This is the mail archive of the libc-alpha@sourceware.org mailing list for the glibc project.


Index Nav: [Date Index] [Subject Index] [Author Index] [Thread Index]
Message Nav: [Date Prev] [Date Next] [Thread Prev] [Thread Next]
Other format: [Raw text]

Re: [RFC][BZ #17943] Use long for int_fast8_t


On Sun, 8 Feb 2015, Ondřej Bílka wrote:

> Hi, as in bugzilla entry what is rationale of using char as int_fast8_t?
> 
> It is definitely slower with division, following code is 25% slower on
> haswell with char than when you use long.

 It may boil down to the choice of instructions produced made by the 
compiler.  I can hardly imagine 8-bit division to be slower than 64-bit 
one on a processor that implements subword integer arithmetic.

> There is question what about other architectures and atomic operations,
> are byte ones better than int?
> 
> int main ()
> {
>   int i;
>   char x = 32;
>   for (i=0; i<1000000000; i++)
>     x = 11 * x + 5 + x / 3;
>   return x;
> }

 On Intel Atom for example division latencies are as follows[1]:

		latency	throughput
IDIV r/m8	   33	    32
IDIV r/m16	   42	    41
IDIV r/m32	   57	    56
IDIV r/m64	  197	   196

I'd expect the ratio of elapsed times for the corresponding data widths 
and a manual division algorithm used with processors that have no hardware 
divider to be similar.  There is no latency difference between individual 
data widths AFAICT for multiplication or general ALU operations.

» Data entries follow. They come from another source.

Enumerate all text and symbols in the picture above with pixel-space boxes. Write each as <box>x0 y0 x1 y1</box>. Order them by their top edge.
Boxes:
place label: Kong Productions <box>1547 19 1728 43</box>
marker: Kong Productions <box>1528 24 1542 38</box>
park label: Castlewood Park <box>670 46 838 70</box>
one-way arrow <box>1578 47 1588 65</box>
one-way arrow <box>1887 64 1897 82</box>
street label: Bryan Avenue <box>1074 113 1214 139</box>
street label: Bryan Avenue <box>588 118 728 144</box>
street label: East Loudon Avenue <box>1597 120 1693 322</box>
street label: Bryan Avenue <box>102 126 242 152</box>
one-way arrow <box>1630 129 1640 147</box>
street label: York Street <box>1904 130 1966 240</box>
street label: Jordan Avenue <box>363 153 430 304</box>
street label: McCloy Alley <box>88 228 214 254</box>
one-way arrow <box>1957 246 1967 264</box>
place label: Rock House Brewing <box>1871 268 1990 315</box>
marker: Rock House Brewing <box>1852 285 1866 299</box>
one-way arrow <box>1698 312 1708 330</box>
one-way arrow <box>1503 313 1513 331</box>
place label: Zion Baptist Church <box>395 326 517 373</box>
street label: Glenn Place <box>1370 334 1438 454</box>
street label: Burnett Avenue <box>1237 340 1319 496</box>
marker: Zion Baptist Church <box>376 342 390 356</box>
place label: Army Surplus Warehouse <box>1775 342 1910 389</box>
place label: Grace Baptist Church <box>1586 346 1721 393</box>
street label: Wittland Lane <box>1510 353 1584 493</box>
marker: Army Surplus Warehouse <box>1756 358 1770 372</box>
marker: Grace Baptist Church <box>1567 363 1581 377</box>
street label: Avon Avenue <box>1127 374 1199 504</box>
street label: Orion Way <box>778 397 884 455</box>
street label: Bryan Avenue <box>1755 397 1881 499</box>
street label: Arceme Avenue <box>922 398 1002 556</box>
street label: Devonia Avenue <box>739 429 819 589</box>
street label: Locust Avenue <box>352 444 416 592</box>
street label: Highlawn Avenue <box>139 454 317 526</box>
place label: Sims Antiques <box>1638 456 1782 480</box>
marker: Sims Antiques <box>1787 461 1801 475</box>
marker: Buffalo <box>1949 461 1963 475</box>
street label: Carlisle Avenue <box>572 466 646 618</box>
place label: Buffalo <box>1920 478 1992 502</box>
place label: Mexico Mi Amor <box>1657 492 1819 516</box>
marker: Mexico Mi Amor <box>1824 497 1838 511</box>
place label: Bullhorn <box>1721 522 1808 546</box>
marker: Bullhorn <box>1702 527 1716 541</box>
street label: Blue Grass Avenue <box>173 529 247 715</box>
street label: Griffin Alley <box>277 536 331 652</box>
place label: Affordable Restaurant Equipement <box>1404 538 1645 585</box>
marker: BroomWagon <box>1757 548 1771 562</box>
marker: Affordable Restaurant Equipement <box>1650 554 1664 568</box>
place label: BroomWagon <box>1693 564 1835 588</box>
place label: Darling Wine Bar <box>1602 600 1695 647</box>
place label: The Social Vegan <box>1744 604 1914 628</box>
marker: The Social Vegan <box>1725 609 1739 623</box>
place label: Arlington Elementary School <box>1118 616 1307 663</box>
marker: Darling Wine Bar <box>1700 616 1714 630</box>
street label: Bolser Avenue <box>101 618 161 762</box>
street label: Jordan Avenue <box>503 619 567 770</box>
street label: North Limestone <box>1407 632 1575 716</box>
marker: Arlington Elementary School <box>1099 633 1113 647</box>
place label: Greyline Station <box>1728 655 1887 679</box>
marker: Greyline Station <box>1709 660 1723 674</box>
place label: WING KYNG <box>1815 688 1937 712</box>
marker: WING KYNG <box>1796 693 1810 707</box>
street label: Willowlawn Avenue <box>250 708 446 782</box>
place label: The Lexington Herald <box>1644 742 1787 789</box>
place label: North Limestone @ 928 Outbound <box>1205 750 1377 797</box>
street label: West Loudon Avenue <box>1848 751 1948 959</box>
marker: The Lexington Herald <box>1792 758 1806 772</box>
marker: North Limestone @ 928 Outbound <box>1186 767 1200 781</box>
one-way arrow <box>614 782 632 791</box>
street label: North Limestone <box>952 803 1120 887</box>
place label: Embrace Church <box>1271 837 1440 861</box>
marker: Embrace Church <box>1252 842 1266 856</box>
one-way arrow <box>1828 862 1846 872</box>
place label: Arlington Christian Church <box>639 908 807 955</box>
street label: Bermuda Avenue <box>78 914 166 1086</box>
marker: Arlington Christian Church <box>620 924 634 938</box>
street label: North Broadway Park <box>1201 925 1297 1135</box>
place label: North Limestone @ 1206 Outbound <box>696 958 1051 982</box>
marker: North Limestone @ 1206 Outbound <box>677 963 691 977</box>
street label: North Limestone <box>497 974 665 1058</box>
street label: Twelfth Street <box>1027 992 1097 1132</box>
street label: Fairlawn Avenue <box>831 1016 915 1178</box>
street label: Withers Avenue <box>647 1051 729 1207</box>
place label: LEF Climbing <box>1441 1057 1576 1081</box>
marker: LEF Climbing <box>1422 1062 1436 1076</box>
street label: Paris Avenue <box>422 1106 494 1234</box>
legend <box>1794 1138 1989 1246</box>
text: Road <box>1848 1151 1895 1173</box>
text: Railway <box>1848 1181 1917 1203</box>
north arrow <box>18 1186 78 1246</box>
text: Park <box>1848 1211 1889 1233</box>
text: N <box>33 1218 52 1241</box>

 For processors that do have a hardware divider implementing word 
calculation only I'd expect either a constant latency or again, a decrease 
in operation time depending on the actual width of significant data 
contained in operands.

 For example the M14Kc MIPS32 processor has an RTL configuration option to 
include either an area-efficient or a high-performance MDU 
(multiply/divide unit).  The area-efficient MDU has a latency of 33 clocks 
for unsigned division (signed division adds up to 2 clocks for sign 
reversal).  The high-performance MDU reduces the latency as follows[2]:

"Divide operations are implemented with a simple 1-bit-per-clock iterative 
algorithm.  An early-in detection checks the sign extension of the 
dividend (rs) operand.  If rs is 8 bits wide, 23 iterations are skipped. 
For a 16-bit-wide rs, 15 iterations are skipped, and for a 24-bit-wide rs, 
7 iterations are skipped.  Any attempt to issue a subsequent MDU 
instruction while a divide is still active causes an IU pipeline stall 
until the divide operation has completed."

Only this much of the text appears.